_WHAT TO WORK ON_
If a record contains a picture, leave the picture out and transcribe everything else exactly.

_SUPPLIED MATERIAL_
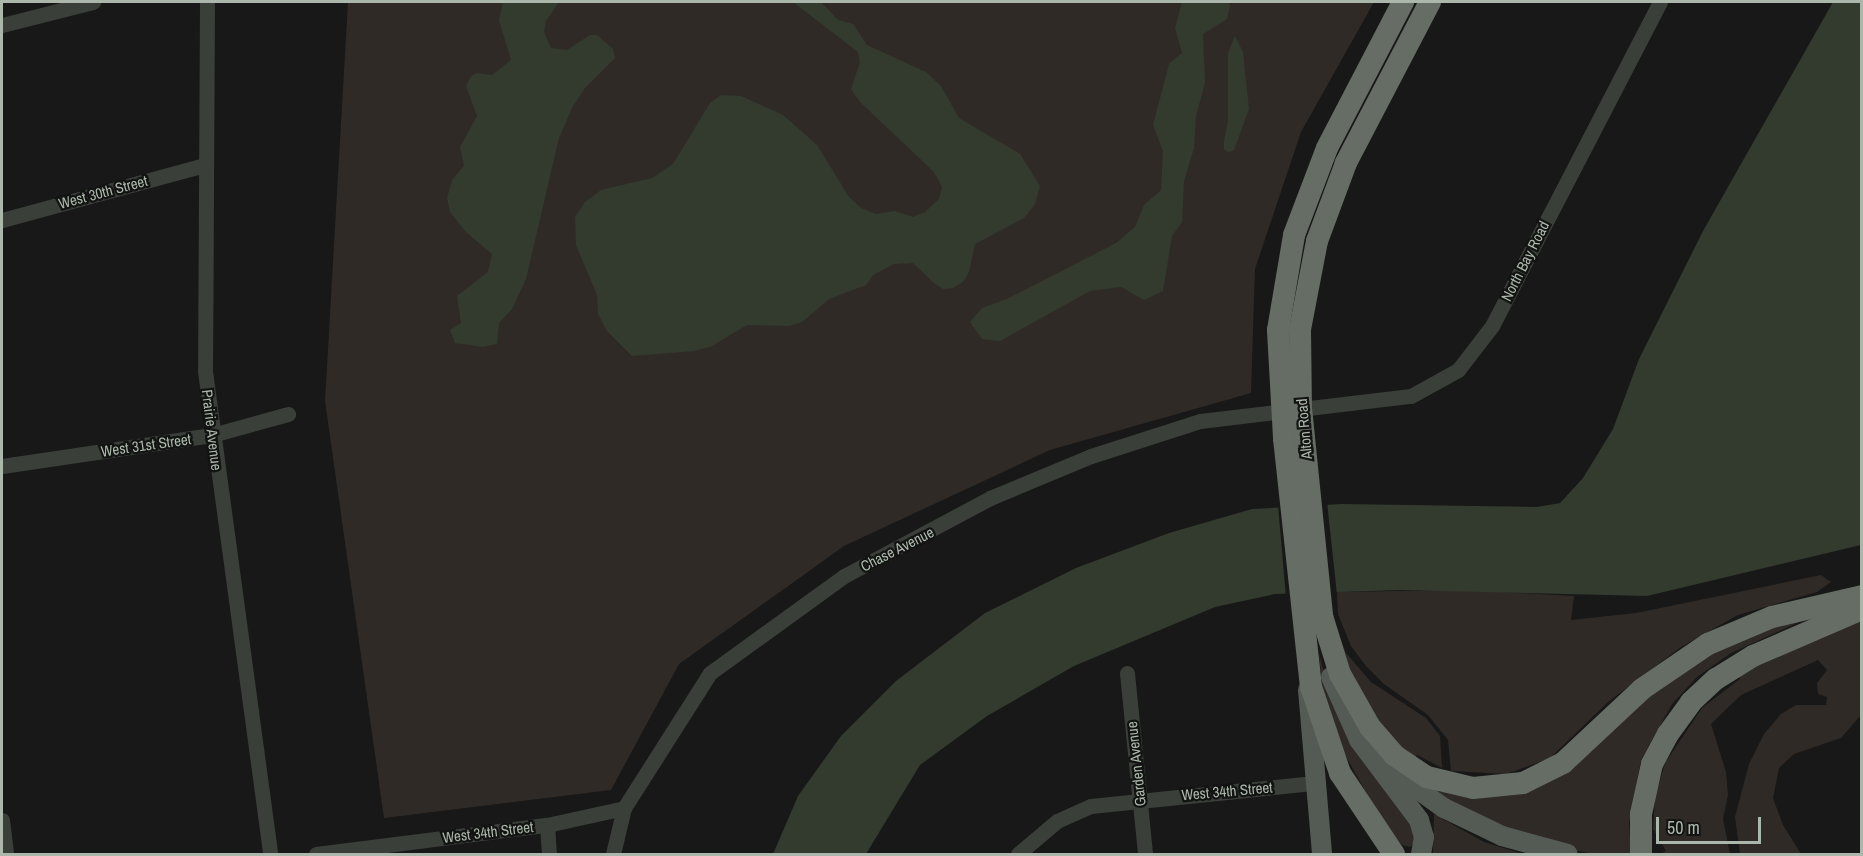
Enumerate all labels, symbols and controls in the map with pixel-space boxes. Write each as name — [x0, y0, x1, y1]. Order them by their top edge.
street label: West 30th Street — [57, 171, 149, 213]
street label: North Bay Road — [1497, 218, 1553, 304]
street label: Prairie Avenue — [198, 388, 226, 472]
street label: Alton Road — [1292, 398, 1316, 460]
street label: West 31st Street — [100, 430, 192, 460]
street label: Chase Avenue — [857, 523, 937, 575]
street label: Garden Avenue — [1123, 720, 1149, 808]
street label: West 34th Street — [1181, 778, 1273, 804]
scale bar — [1659, 805, 1764, 843]
text: 50 m — [1667, 815, 1700, 840]
street label: West 34th Street — [442, 817, 534, 847]

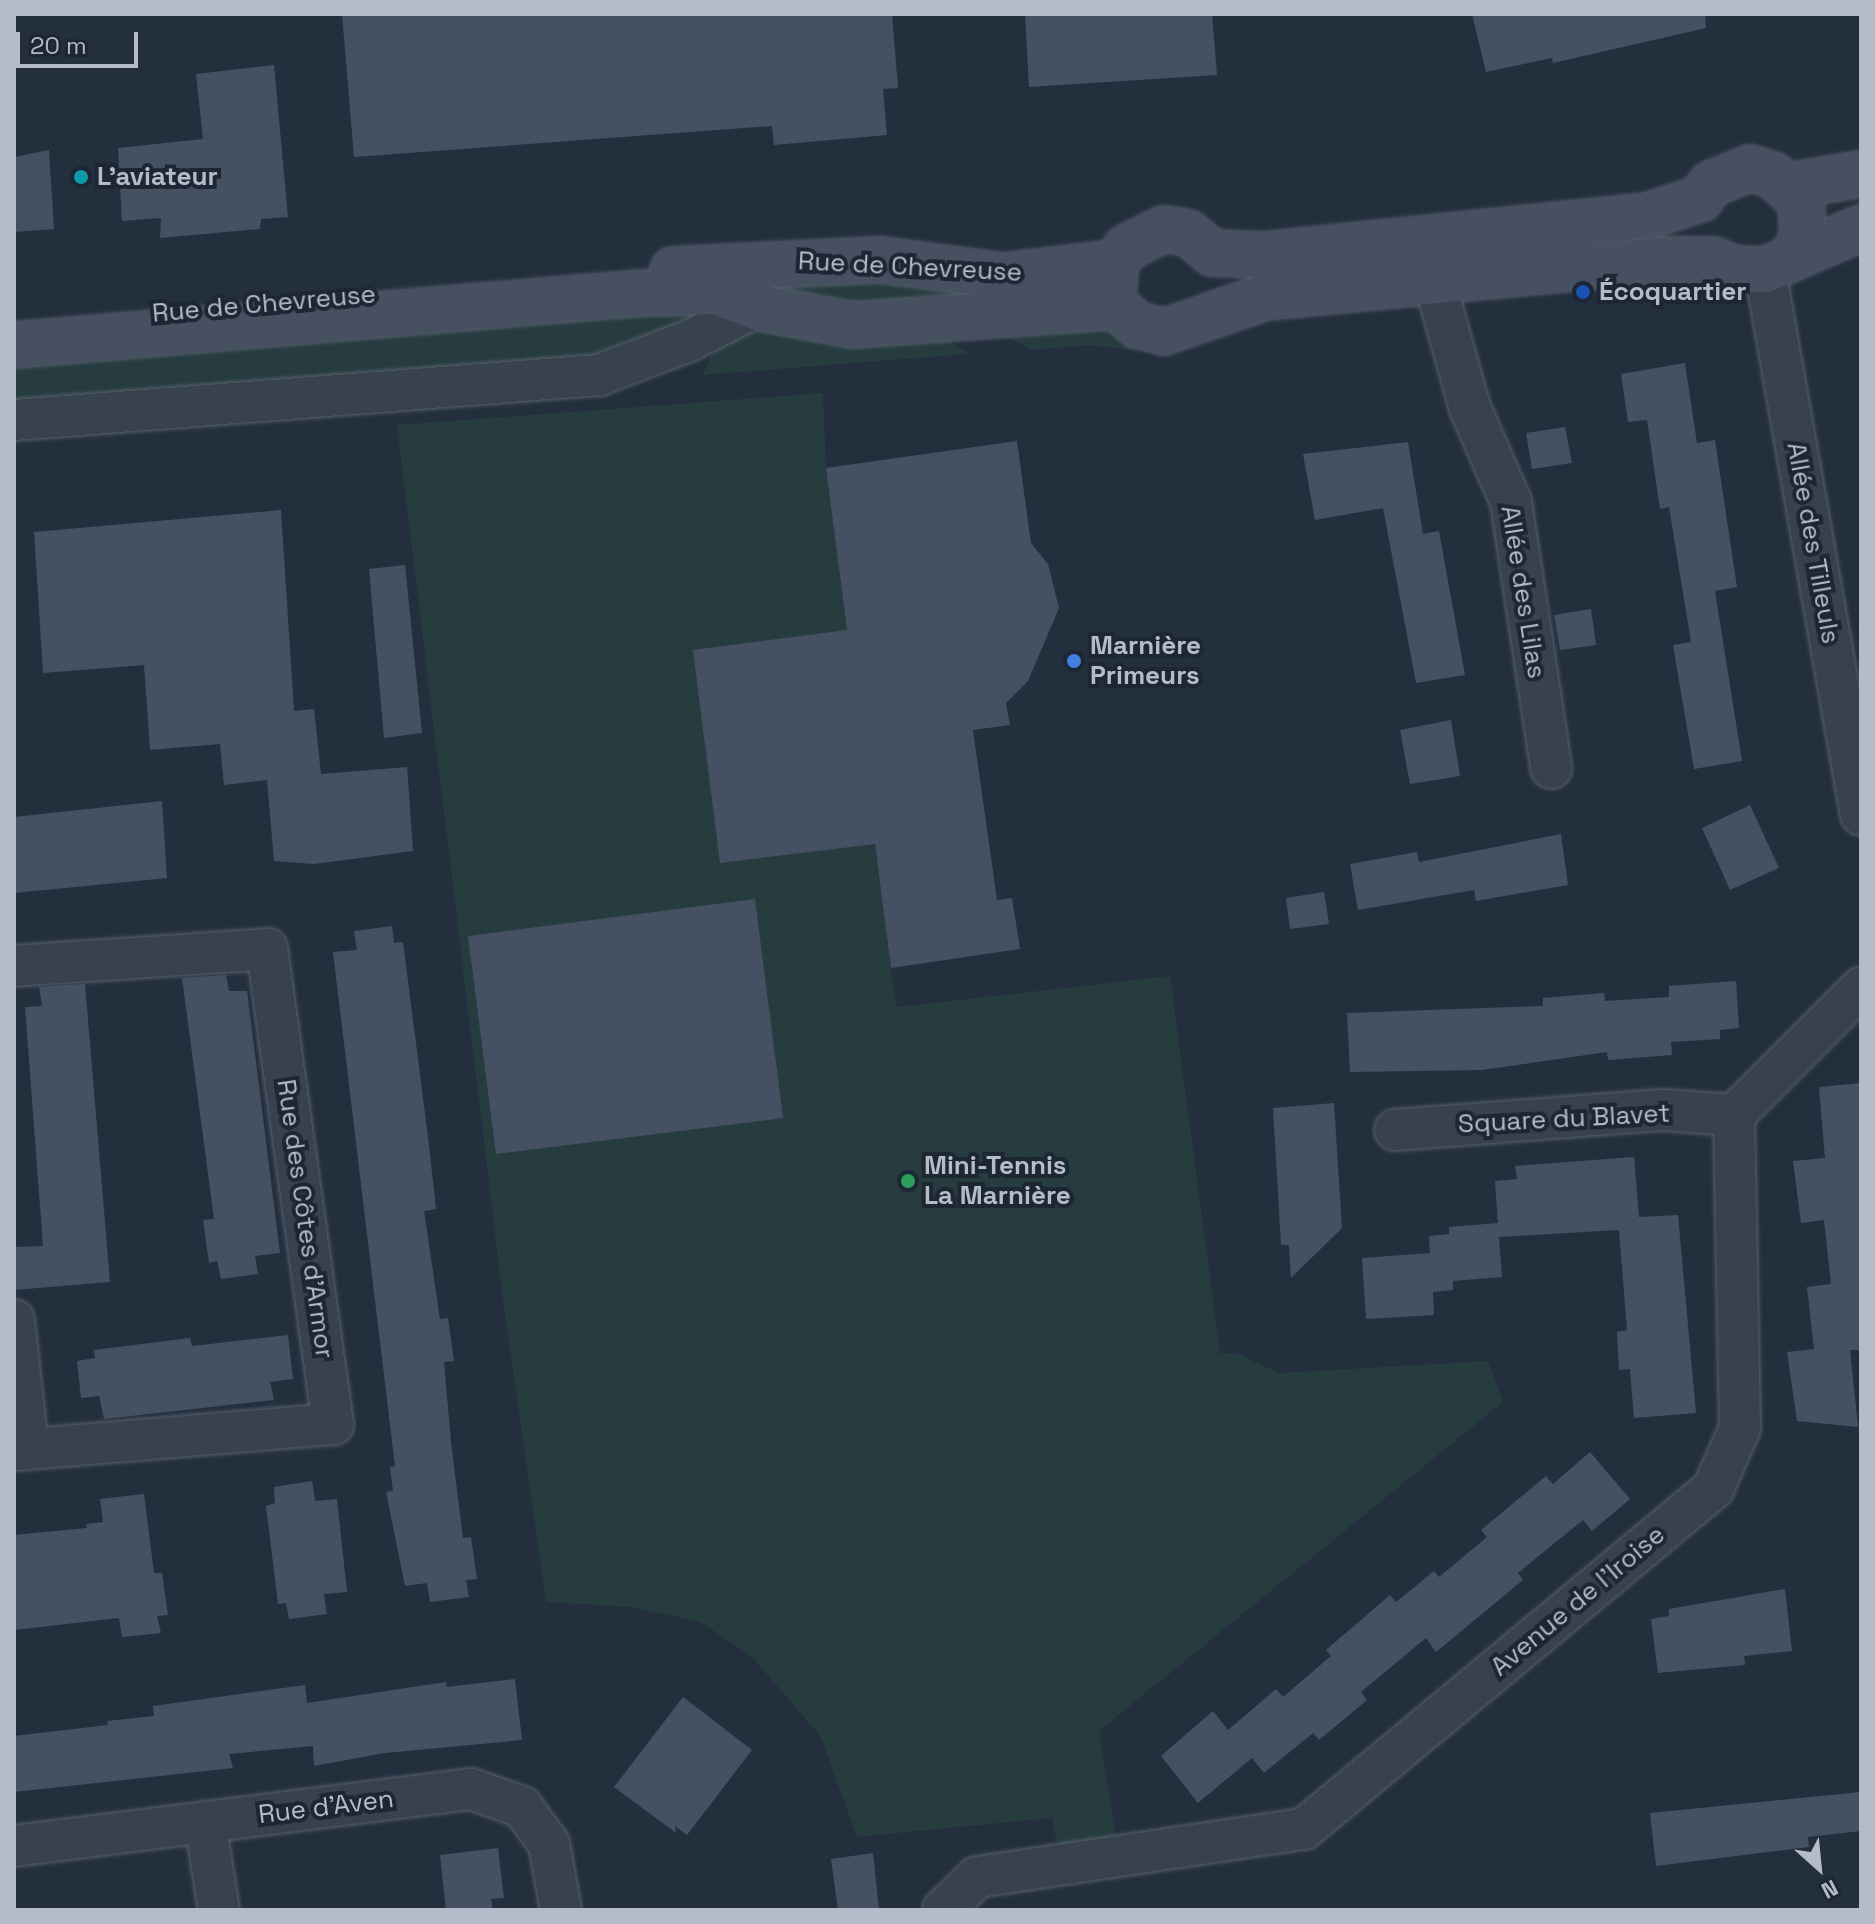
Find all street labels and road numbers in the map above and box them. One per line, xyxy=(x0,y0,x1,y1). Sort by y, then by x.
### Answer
street label: Rue de Chevreuse xyxy=(797,246,1023,288)
street label: Rue de Chevreuse xyxy=(151,279,377,329)
street label: Allée des Tilleuls xyxy=(1780,440,1846,646)
street label: Allée des Lilas xyxy=(1494,503,1552,681)
street label: Rue des Côtes d'Armor xyxy=(270,1077,340,1361)
street label: Square du Blavet xyxy=(1457,1098,1671,1140)
street label: Avenue de l'Iroise xyxy=(1485,1519,1671,1683)
street label: Rue d'Aven xyxy=(257,1783,395,1831)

_OUTPUT_
Enumerate all labels, symbols and controls in the map with pixel-space boxes. Write each as name — [x0, y0, x1, y1]. Order them by their top edge.
street label: West 30th Street — [57, 171, 149, 213]
street label: North Bay Road — [1497, 218, 1553, 304]
street label: Prairie Avenue — [198, 388, 226, 472]
street label: Alton Road — [1292, 398, 1316, 460]
street label: West 31st Street — [100, 430, 192, 460]
street label: Chase Avenue — [857, 523, 937, 575]
street label: Garden Avenue — [1123, 720, 1149, 808]
street label: West 34th Street — [1181, 778, 1273, 804]
scale bar — [1659, 805, 1764, 843]
text: 50 m — [1667, 815, 1700, 840]
street label: West 34th Street — [442, 817, 534, 847]

Find all street labels and road numbers in the map above and box them. One per line, xyxy=(x0,y0,x1,y1). Sort by y, then by x.
### Answer
street label: Rue de Chevreuse xyxy=(797,246,1023,288)
street label: Rue de Chevreuse xyxy=(151,279,377,329)
street label: Allée des Tilleuls xyxy=(1780,440,1846,646)
street label: Allée des Lilas xyxy=(1494,503,1552,681)
street label: Rue des Côtes d'Armor xyxy=(270,1077,340,1361)
street label: Square du Blavet xyxy=(1457,1098,1671,1140)
street label: Avenue de l'Iroise xyxy=(1485,1519,1671,1683)
street label: Rue d'Aven xyxy=(257,1783,395,1831)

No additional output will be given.